* [WORK ORDER]:
Write out the entries below exactly, from the first line to the one with "Task: Parse the", both ends included.

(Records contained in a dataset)
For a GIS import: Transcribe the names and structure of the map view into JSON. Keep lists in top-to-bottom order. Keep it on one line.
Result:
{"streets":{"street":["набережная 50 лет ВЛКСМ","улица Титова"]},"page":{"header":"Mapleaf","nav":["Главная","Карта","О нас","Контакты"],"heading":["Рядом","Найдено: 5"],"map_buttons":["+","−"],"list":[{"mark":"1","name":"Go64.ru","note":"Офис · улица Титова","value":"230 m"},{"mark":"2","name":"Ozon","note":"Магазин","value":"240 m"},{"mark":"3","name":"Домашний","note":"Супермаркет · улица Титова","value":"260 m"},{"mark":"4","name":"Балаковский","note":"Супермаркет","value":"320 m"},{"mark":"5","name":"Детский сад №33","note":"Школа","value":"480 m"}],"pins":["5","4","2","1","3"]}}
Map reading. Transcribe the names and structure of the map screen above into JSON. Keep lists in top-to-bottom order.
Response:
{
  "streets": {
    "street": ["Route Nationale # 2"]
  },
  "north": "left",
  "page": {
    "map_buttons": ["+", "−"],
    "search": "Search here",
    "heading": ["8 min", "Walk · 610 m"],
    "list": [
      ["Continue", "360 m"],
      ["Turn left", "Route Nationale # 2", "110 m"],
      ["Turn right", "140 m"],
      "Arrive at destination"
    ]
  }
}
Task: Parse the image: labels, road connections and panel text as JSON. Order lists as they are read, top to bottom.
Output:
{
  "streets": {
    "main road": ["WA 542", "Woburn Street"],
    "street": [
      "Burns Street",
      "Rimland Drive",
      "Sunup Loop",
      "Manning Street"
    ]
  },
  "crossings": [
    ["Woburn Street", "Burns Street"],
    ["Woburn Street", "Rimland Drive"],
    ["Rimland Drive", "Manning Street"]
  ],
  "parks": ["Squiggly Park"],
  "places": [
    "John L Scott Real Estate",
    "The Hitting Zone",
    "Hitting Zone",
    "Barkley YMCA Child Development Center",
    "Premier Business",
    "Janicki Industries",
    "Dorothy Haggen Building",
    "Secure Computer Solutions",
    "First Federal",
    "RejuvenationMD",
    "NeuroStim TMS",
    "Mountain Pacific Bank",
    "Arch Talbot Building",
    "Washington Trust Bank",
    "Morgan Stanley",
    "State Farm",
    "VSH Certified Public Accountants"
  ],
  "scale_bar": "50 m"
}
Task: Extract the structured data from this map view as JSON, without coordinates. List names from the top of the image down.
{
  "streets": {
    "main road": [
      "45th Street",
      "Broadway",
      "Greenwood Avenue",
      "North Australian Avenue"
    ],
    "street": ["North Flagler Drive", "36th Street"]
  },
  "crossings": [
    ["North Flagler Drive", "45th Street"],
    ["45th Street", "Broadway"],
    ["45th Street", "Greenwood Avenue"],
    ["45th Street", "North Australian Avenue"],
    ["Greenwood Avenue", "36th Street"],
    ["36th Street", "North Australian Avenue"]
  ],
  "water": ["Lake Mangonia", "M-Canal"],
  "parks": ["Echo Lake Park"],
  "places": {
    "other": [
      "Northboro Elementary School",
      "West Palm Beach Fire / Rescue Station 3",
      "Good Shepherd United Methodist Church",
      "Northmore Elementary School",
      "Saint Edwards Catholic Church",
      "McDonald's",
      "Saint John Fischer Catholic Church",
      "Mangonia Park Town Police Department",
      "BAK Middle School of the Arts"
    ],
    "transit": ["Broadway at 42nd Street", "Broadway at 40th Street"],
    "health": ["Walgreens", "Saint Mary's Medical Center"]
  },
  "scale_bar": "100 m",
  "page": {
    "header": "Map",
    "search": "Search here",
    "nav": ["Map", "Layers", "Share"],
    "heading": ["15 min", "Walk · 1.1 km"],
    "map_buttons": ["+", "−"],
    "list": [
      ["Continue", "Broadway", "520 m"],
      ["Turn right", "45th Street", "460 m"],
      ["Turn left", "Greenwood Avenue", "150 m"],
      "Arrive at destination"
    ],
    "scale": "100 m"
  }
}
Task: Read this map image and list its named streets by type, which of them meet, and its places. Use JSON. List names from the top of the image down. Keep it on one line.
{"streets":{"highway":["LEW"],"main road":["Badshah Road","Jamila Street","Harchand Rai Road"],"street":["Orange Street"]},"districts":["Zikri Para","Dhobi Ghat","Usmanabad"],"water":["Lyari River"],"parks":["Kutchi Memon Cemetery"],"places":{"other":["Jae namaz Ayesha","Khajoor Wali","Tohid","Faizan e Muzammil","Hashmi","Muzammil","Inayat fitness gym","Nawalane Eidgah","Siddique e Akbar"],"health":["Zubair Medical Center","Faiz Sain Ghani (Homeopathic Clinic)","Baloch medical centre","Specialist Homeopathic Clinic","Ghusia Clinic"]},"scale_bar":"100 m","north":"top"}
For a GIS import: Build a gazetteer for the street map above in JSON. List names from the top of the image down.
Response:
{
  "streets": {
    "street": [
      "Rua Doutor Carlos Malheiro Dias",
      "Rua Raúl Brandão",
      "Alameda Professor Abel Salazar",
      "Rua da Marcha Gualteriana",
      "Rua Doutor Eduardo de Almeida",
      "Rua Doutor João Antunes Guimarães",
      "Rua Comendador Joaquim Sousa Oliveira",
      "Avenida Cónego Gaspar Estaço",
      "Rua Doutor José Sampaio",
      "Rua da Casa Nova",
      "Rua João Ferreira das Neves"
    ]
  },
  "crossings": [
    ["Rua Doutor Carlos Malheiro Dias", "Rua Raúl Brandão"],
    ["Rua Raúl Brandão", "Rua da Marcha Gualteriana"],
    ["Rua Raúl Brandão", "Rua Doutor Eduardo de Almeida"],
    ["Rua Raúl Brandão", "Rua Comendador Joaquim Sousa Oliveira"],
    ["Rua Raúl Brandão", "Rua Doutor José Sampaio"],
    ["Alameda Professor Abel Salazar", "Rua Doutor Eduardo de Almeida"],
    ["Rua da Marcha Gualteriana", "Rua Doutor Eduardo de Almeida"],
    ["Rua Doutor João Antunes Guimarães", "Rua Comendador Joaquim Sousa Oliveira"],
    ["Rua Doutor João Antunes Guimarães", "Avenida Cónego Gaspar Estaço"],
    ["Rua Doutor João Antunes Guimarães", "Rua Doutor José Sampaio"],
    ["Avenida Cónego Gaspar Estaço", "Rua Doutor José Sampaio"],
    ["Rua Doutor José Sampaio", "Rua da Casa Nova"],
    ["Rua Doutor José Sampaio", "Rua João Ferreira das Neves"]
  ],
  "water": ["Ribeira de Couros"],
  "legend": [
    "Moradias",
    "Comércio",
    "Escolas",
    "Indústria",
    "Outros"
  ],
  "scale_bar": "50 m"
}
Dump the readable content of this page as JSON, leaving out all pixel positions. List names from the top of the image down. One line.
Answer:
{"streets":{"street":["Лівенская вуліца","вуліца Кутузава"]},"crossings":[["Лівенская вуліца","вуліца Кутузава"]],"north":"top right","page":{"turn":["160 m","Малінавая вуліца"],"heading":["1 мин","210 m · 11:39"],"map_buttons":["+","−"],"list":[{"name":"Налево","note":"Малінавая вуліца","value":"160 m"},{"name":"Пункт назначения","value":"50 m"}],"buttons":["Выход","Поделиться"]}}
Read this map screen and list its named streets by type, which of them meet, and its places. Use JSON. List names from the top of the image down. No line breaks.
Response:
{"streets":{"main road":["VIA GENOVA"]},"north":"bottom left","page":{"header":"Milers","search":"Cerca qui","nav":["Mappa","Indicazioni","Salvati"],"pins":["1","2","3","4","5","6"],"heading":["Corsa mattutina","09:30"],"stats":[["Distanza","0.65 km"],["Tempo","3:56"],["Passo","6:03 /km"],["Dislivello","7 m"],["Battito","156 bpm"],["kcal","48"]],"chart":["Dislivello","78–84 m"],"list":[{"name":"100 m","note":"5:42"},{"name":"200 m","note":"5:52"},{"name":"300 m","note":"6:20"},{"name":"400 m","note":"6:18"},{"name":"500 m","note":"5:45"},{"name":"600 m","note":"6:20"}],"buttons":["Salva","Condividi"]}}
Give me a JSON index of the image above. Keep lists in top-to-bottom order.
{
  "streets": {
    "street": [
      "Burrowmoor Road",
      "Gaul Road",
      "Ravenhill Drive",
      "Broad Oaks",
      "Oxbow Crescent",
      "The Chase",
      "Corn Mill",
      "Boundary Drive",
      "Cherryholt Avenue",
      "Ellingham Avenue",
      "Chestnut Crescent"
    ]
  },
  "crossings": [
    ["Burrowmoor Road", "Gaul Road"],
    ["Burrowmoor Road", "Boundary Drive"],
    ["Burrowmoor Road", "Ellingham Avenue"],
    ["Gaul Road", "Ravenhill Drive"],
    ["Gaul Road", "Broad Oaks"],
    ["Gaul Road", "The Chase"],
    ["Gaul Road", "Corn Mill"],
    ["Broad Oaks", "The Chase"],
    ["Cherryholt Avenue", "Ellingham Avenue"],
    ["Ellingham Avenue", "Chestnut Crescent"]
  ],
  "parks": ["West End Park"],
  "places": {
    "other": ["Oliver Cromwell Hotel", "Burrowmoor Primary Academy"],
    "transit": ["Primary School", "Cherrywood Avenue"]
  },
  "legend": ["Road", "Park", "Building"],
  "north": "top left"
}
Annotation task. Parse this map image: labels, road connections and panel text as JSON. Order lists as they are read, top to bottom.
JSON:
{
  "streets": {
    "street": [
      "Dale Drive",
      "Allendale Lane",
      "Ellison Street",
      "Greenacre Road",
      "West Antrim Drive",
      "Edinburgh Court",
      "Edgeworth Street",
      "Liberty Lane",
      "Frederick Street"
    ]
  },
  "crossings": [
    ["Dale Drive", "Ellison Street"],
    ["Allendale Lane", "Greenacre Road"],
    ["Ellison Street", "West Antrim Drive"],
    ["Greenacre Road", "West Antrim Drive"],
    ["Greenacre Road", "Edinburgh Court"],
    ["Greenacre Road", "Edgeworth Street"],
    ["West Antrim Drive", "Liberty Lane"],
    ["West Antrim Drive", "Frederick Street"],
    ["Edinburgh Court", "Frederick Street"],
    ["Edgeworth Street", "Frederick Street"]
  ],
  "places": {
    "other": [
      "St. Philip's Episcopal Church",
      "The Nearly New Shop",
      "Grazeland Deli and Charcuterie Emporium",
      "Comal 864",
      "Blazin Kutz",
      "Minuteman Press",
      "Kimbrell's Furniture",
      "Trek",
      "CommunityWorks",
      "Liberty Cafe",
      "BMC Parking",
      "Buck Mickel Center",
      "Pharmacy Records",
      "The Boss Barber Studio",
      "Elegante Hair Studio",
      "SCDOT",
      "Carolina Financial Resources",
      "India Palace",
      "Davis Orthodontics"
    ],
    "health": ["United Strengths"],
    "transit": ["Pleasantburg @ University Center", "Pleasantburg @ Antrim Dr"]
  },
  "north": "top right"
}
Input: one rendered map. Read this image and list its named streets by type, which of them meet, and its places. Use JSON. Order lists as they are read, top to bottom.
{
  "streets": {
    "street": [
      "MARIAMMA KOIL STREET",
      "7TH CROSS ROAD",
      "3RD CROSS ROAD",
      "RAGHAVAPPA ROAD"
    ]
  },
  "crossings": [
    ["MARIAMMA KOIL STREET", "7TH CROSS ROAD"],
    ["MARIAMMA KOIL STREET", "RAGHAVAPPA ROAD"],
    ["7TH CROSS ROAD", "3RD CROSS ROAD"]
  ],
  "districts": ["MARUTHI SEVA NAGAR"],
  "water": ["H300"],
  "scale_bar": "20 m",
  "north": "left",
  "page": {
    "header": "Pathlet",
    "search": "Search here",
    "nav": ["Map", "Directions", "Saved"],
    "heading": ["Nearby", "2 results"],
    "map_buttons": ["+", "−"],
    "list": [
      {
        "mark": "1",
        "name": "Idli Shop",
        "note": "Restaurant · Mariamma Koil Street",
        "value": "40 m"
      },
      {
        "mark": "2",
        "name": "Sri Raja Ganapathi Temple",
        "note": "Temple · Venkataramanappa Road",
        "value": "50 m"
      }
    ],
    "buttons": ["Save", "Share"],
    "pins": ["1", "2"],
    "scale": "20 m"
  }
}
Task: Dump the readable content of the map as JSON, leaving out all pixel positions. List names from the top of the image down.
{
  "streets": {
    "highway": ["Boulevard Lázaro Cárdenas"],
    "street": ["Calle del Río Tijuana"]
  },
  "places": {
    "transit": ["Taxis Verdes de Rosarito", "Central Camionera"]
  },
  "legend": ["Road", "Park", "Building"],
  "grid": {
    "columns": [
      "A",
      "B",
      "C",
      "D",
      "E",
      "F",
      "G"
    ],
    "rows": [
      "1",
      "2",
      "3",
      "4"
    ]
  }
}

* [RESULT OF THE TASK]:
For a GIS import: Transcribe the names and structure of the map view into JSON. Keep lists in top-to-bottom order. Keep it on one line.
Result:
{"streets":{"street":["набережная 50 лет ВЛКСМ","улица Титова"]},"page":{"header":"Mapleaf","nav":["Главная","Карта","О нас","Контакты"],"heading":["Рядом","Найдено: 5"],"map_buttons":["+","−"],"list":[{"mark":"1","name":"Go64.ru","note":"Офис · улица Титова","value":"230 m"},{"mark":"2","name":"Ozon","note":"Магазин","value":"240 m"},{"mark":"3","name":"Домашний","note":"Супермаркет · улица Титова","value":"260 m"},{"mark":"4","name":"Балаковский","note":"Супермаркет","value":"320 m"},{"mark":"5","name":"Детский сад №33","note":"Школа","value":"480 m"}],"pins":["5","4","2","1","3"]}}
Map reading. Transcribe the names and structure of the map screen above into JSON. Keep lists in top-to-bottom order.
Response:
{
  "streets": {
    "street": ["Route Nationale # 2"]
  },
  "north": "left",
  "page": {
    "map_buttons": ["+", "−"],
    "search": "Search here",
    "heading": ["8 min", "Walk · 610 m"],
    "list": [
      ["Continue", "360 m"],
      ["Turn left", "Route Nationale # 2", "110 m"],
      ["Turn right", "140 m"],
      "Arrive at destination"
    ]
  }
}
Task: Parse the image: labels, road connections and panel text as JSON. Order lists as they are read, top to bottom.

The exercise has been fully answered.